Go through the lines below. Copy those with "Транспортная".
════════════════════
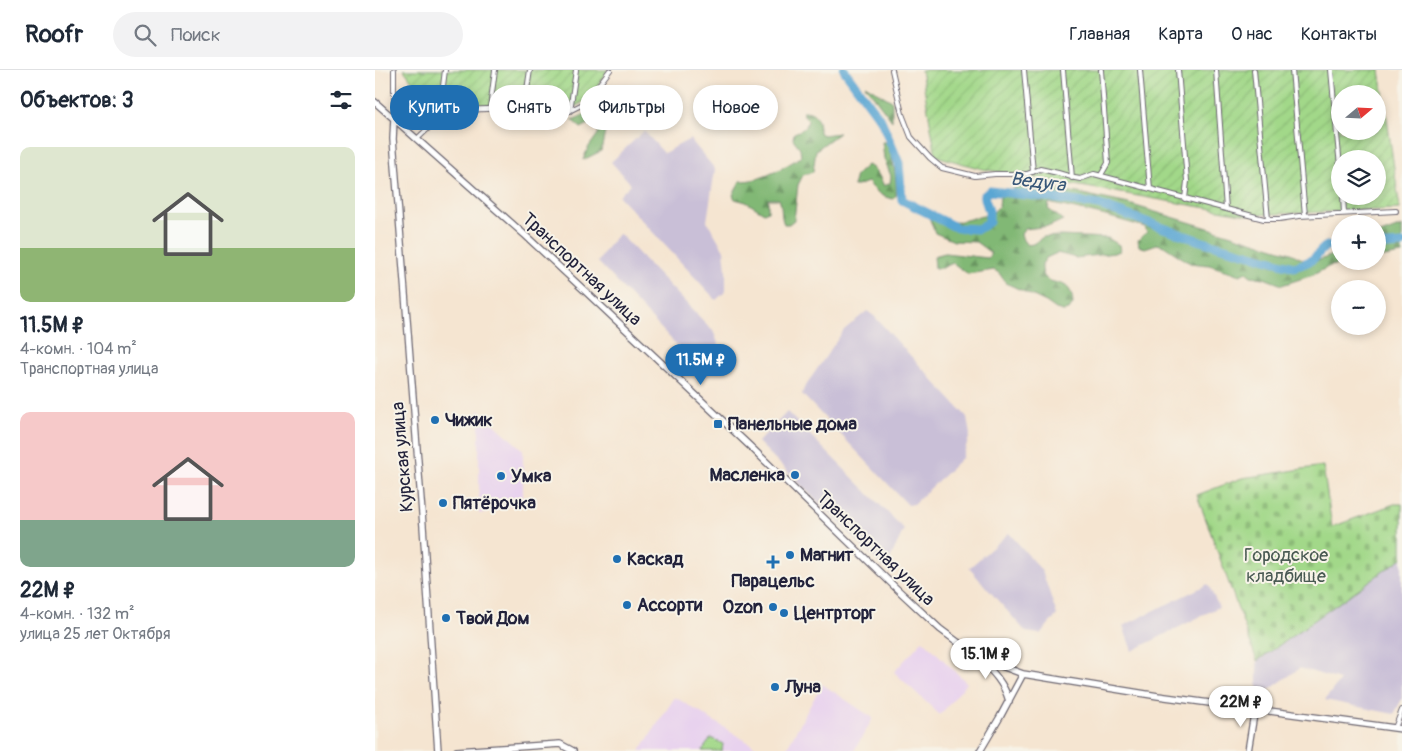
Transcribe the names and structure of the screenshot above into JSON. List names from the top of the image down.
{
  "streets": {
    "main road": ["Транспортная улица", "Курская улица"]
  },
  "water": ["Ведуга"],
  "parks": ["Городское кладбище"],
  "places": {
    "other": [
      "Чижик",
      "Масленка",
      "Умка",
      "Пятёрочка",
      "Магнит",
      "Каскад",
      "Ассорти",
      "Ozon",
      "Центрторг",
      "Твой Дом",
      "Луна"
    ],
    "transit": ["Панельные дома"],
    "health": ["Парацельс"]
  },
  "north": "right",
  "page": {
    "header": "Roofr",
    "search": "Поиск",
    "nav": [
      "Главная",
      "Карта",
      "О нас",
      "Контакты"
    ],
    "heading": "Объектов: 3",
    "map_buttons": ["+", "−"],
    "chip": [
      "Купить",
      "Снять",
      "Фильтры",
      "Новое"
    ],
    "list": [
      {
        "name": "11.5M ₽",
        "note": "4-комн. · 104 m² · Транспортная улица"
      },
      {
        "name": "22M ₽",
        "note": "4-комн. · 132 m² · улица 25 лет Октября"
      }
    ],
    "price": ["11.5M ₽", "15.1M ₽", "22M ₽"]
  }
}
════════════════════
* Response below:
    "main road": ["Транспортная улица", "Курская улица"]
        "note": "4-комн. · 104 m² · Транспортная улица"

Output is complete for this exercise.